EXERCISE ->
Scan the entries below for the word "linear". Copy each line that has it.

DATA PROVIDED ->
━━━━━━━━

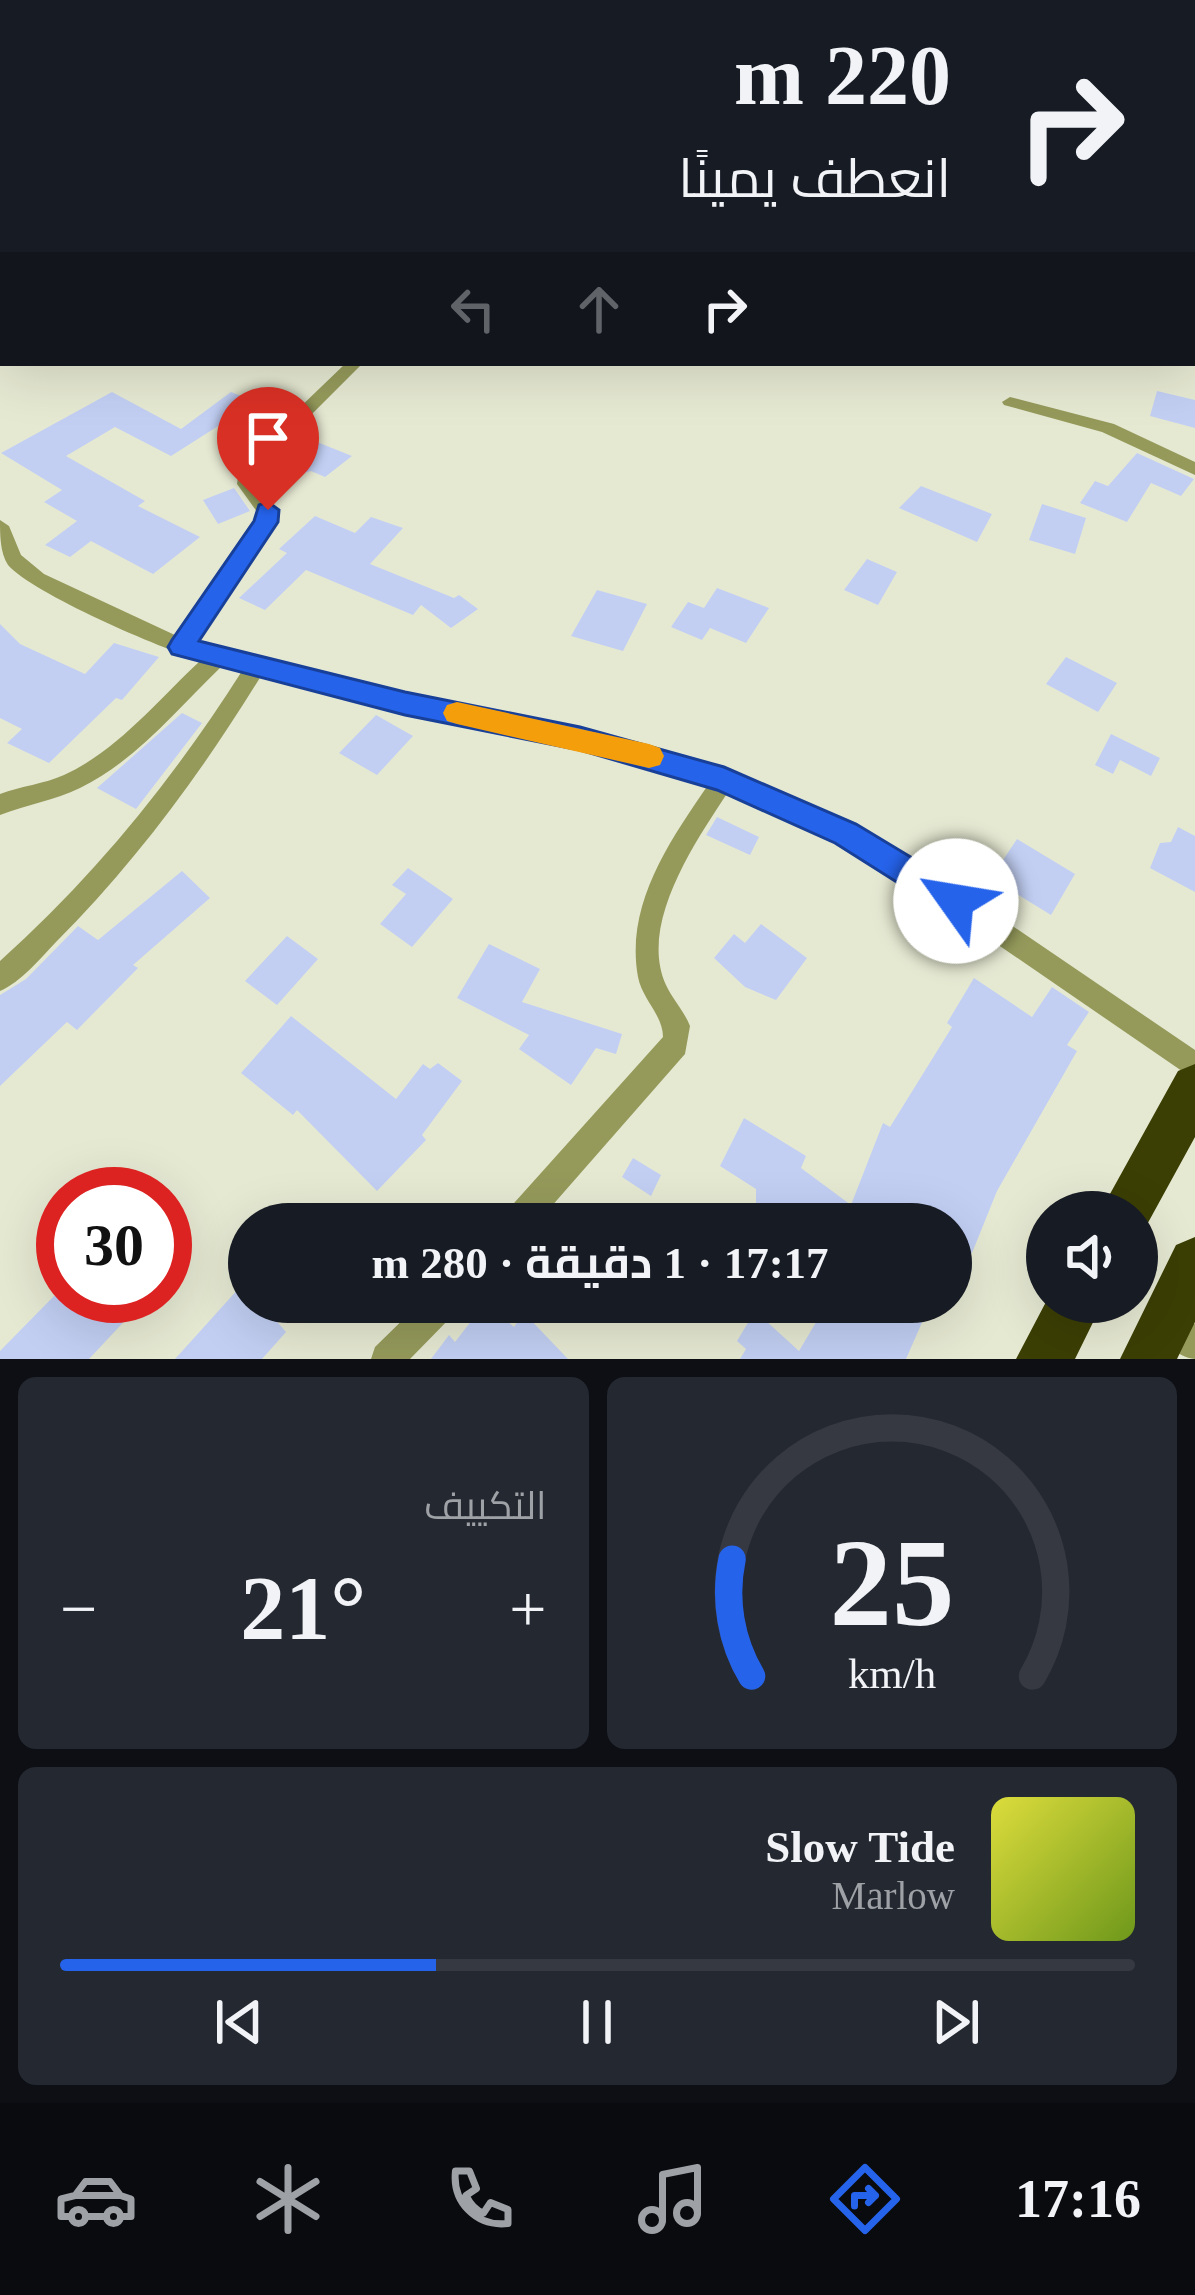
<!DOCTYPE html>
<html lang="ar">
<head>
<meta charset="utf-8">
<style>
	:root { --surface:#171b24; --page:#242831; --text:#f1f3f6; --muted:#9ea1a6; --line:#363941; --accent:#2563eb }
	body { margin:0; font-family:"Times New Roman",Cairo,serif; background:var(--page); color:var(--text); direction:rtl; height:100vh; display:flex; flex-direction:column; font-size:45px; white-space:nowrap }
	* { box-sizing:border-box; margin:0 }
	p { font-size:39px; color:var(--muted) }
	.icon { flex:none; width:66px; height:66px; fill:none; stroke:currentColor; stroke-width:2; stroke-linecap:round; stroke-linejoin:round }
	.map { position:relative; height:1359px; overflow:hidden; direction:ltr }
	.sheet { display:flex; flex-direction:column; gap:18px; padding:18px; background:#0d0f14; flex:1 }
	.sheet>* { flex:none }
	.guide { position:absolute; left:0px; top:0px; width:1197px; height:366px; box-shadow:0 12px 48px #0002; direction:rtl; background:#171b24; color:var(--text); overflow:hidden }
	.tools { position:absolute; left:1026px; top:1191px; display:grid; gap:24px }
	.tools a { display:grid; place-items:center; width:132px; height:132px; border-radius:50%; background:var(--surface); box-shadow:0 12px 48px #0002; font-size:60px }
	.speed { position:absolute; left:36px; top:1167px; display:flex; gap:24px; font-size:60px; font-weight:700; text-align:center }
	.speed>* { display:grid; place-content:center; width:156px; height:156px; border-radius:50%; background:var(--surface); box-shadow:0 12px 48px #0002; line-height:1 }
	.speed .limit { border:18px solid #d22; background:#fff; color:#111 }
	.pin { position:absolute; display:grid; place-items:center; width:102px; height:102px; color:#fff; margin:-123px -51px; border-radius:50% 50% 50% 0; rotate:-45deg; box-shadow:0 0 12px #0007 }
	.pin .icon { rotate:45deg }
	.me { position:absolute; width:132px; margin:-66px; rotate:302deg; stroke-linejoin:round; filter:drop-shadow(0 0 9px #0008) }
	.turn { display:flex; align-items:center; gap:42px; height:252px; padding:0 48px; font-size:54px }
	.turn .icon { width:156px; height:156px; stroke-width:2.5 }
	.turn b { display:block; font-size:84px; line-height:102px }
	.lanes { display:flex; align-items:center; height:114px; padding:0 48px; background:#0003; justify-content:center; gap:60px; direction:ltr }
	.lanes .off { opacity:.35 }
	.big { font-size:90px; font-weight:700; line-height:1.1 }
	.sheet .widget { flex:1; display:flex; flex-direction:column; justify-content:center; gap:18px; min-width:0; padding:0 42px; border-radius:18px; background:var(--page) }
	.sheet .dial { align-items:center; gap:0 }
	.dial svg { height:312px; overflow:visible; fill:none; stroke:var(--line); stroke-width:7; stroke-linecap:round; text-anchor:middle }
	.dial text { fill:var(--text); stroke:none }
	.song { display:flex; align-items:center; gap:36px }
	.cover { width:144px; height:144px; border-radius:18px; background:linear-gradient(135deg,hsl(60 70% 55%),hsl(80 70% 35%)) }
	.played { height:12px; border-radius:6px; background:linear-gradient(90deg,var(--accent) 35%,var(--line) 35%) }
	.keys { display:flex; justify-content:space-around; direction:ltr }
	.heat { display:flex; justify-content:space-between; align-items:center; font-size:66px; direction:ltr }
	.sheet .tiles { flex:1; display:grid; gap:18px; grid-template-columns:1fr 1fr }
	.widget:last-child { grid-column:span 2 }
	.trip { position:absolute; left:228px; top:1203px; width:744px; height:120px; border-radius:60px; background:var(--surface); box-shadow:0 12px 48px #0002; font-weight:700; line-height:120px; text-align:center; direction:rtl }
	.tab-bar { display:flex; height:192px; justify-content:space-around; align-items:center; background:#090b0e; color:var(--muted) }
	.tab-bar .icon { width:84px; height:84px }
	.tab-bar .current { color:var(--accent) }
	.tab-bar b { font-size:54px; color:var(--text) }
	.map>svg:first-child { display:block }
	.building { fill:#c2cff3 }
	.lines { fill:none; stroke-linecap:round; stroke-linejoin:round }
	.street { fill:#959a5b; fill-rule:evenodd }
	.secondary { fill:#6e7322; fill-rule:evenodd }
	.highway { fill:#3c3f04; fill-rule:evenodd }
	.route { fill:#2563eb; stroke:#184099; stroke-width:3 }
	.slow { fill:#f59e0b }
</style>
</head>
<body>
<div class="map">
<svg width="1195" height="1359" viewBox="0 0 1195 1359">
	<rect width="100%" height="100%" fill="#e6e9d2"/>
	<path class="building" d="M1157 391 1195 400V428L1150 416Z
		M112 392 181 429 231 392 256 402 171 456 115 427 66 456 145 501 138 506 200 537 153 574 91 541 70 557 45 545 77 521 44 502 62 490 1 453Z
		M317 442 352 456 325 477 311 471 268 483Z
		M1137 453 1194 479 1181 496 1151 483 1127 522 1080 503 1095 481 1108 486Z
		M921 486 992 514 977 542 899 508Z
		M234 488 250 511 218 524 203 500Z
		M1042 504 1086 518 1075 554 1029 540Z
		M315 516 355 533 371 517 403 528 370 564 454 598 459 595 478 609 451 628 421 605 413 615 306 570 265 610 239 598 287 553 279 549Z
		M867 559 897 572 878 605 844 590Z
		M717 588 769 608 746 643 710 628 702 640 671 627 688 602 704 608Z
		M597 590 647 604 623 651 571 636Z
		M0 624 20 644 85 674 114 643 159 657 122 700 116 698 49 763 7 743 22 729 0 718Z
		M1066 657 1117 683 1098 712 1046 684Z
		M182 713 202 723 136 809 97 788Z
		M376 715 413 736 377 775 339 753Z
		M1111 734 1160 758 1151 776 1120 760 1113 774 1095 765Z
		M717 817 759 837 750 855 706 835Z
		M1178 827 1195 836V892L1150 868 1160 843 1171 842Z
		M1017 839 1075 874 1051 915 991 878Z
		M408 868 453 899 412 947 380 924 406 894 392 885Z
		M182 871 210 898 133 965 138 968 77 1030 67 1022 0 1086V995L26 979 78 926 98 940Z
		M761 924 807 958 776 1000 745 987 714 958 734 934 745 943Z
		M287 936 318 959 277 1005 245 981Z
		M489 944 540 969 522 1002 622 1034 616 1054 596 1048 571 1085 519 1049 529 1035 457 998Z
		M974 978 1032 1017 1052 987 1089 1012 1067 1045 1077 1051 997 1191 972 1253 951 1239V1224H782L756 1207V1189L720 1166 744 1118 806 1156 801 1168 851 1205 883 1123 890 1127 952 1027 947 1023Z
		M291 1016 396 1099 423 1064 430 1069 438 1063 462 1081 422 1135 426 1140 377 1191 297 1110 293 1115 241 1073Z
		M633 1158 661 1175 651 1196 622 1177Z
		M249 1277V1302H260L286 1332 262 1359H175Z
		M54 1296H148L89 1359H0V1351Z
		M486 1302 514 1327 524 1313 568 1359H431L449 1335 455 1342Z
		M828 1302H931L906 1359H740L746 1349 737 1341 755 1311 799 1351Z"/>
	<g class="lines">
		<path class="street" d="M87 0H99L84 3Z
			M850 0H860L849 3Z
			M1195 4V11H1194V4Z
			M3 44V51L0 52V45Z
			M1194 102H1195V108H1194Z
			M1194 154H1195V162H1194Z
			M1194 211H1195V219H1194Z
			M3 224V232L0 233V225Z
			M1194 265H1195V273H1194Z
			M1194 349H1195V359H1194Z
			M346 363H363L281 445 256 478 255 484 278 516 195 643 336 679 661 750 794 796 964 893 1195 1050V1080L946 909 778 810 728 792C696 841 638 924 666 985 673 1000 684 1011 690 1026L685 1054 536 1224H501L505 1213 663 1037C663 1015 642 999 638 977 625 905 669 842 708 785L660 768 261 676C202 772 136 862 56 942 40 959 21 982 0 991V961C95 876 174 778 242 671L222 666C178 708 136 761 80 788 55 800 26 805 0 815V794C21 786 44 784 64 775 117 751 159 699 201 660 163 650 32 593 8 565 0 553 0 535 0 520L9 526 21 555 44 574 177 636 260 516 237 484 238 477 269 437Z
			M1010 397 1114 424 1195 462V475L1102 432 1004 405 1002 402Z
			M421 1302H460L455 1313 410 1359H371L375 1347Z
			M1167 1305 1195 1324V1359C1177 1358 1158 1337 1151 1321L1156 1310Z"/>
		<path class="secondary" d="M1194 127H1195V135H1194Z"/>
		<path class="highway" d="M1195 1064V1137L1144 1230 1137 1233V1212H1100L1178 1071Z
			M1195 1237V1322L1177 1359H1120L1176 1245Z
			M1047 1300 1103 1302 1075 1359H1016Z"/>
	</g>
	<path class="route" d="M268 502 279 510 278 522 199 641 405 692 580 727 724 767 856 824 967 891 972 901 967 912 956 916 944 912 835 843 717 790 580 750 405 715 172 654 168 647 172 640 254 521 259 505Z"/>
	<path class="slow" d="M457 702 649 744 660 748 664 756 660 765 649 768 457 724 447 721 443 713 447 705Z"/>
</svg>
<div class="tools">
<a><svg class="icon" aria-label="sound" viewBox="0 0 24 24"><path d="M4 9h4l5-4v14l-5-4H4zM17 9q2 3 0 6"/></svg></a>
</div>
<div class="speed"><div class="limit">30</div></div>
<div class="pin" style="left:268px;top:510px;background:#d93025"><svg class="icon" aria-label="arrive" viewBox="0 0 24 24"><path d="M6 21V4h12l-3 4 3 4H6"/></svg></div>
<svg class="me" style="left:956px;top:901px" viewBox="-20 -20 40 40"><circle r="19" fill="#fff"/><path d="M0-13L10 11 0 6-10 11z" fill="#2563eb"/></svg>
<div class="trip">17:17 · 1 دقيقة · 280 m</div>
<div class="guide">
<div class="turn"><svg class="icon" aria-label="right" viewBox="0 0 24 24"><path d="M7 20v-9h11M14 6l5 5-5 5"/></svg><div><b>220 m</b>انعطف يمينًا</div></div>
<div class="lanes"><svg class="icon off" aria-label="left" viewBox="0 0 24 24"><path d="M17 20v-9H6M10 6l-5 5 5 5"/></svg><svg class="icon off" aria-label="ahead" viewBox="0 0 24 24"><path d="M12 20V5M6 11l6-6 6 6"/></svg><svg class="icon" aria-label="right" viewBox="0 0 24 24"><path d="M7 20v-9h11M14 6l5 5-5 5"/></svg></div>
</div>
</div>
<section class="sheet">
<div class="tiles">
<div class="widget dial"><svg viewBox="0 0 100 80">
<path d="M14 69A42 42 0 1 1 86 69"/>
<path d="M14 69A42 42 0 0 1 9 39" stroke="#2563eb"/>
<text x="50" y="56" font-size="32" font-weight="700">25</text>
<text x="50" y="72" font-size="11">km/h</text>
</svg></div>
<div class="widget"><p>التكييف</p>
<div class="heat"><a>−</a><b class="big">21°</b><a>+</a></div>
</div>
<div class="widget">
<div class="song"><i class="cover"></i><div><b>Slow Tide</b><p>Marlow</p></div></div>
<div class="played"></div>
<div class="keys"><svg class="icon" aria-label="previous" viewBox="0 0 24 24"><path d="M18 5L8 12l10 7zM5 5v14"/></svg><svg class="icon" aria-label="pause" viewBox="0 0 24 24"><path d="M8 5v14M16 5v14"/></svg><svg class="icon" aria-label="next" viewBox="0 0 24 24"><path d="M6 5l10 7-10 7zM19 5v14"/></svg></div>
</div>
</div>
</section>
<nav class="tab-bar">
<b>17:16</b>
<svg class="icon current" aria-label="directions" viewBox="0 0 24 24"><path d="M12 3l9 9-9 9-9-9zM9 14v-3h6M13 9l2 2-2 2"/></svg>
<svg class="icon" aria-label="music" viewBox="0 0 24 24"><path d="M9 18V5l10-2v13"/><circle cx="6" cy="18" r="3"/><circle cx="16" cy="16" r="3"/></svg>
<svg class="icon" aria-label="phone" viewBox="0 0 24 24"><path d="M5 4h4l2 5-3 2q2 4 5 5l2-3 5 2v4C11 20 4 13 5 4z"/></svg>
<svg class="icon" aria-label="climate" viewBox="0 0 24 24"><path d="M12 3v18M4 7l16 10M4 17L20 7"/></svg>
<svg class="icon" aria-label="car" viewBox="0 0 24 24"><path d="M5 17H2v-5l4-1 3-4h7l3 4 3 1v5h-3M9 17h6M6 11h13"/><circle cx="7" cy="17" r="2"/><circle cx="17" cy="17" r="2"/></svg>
</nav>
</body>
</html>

━━━━━━━━

REPLY ->
	.cover { width:144px; height:144px; border-radius:18px; background:linear-gradient(135deg,hsl(60 70% 55%),hsl(80 70% 35%)) }
	.played { height:12px; border-radius:6px; background:linear-gradient(90deg,var(--accent) 35%,var(--line) 35%) }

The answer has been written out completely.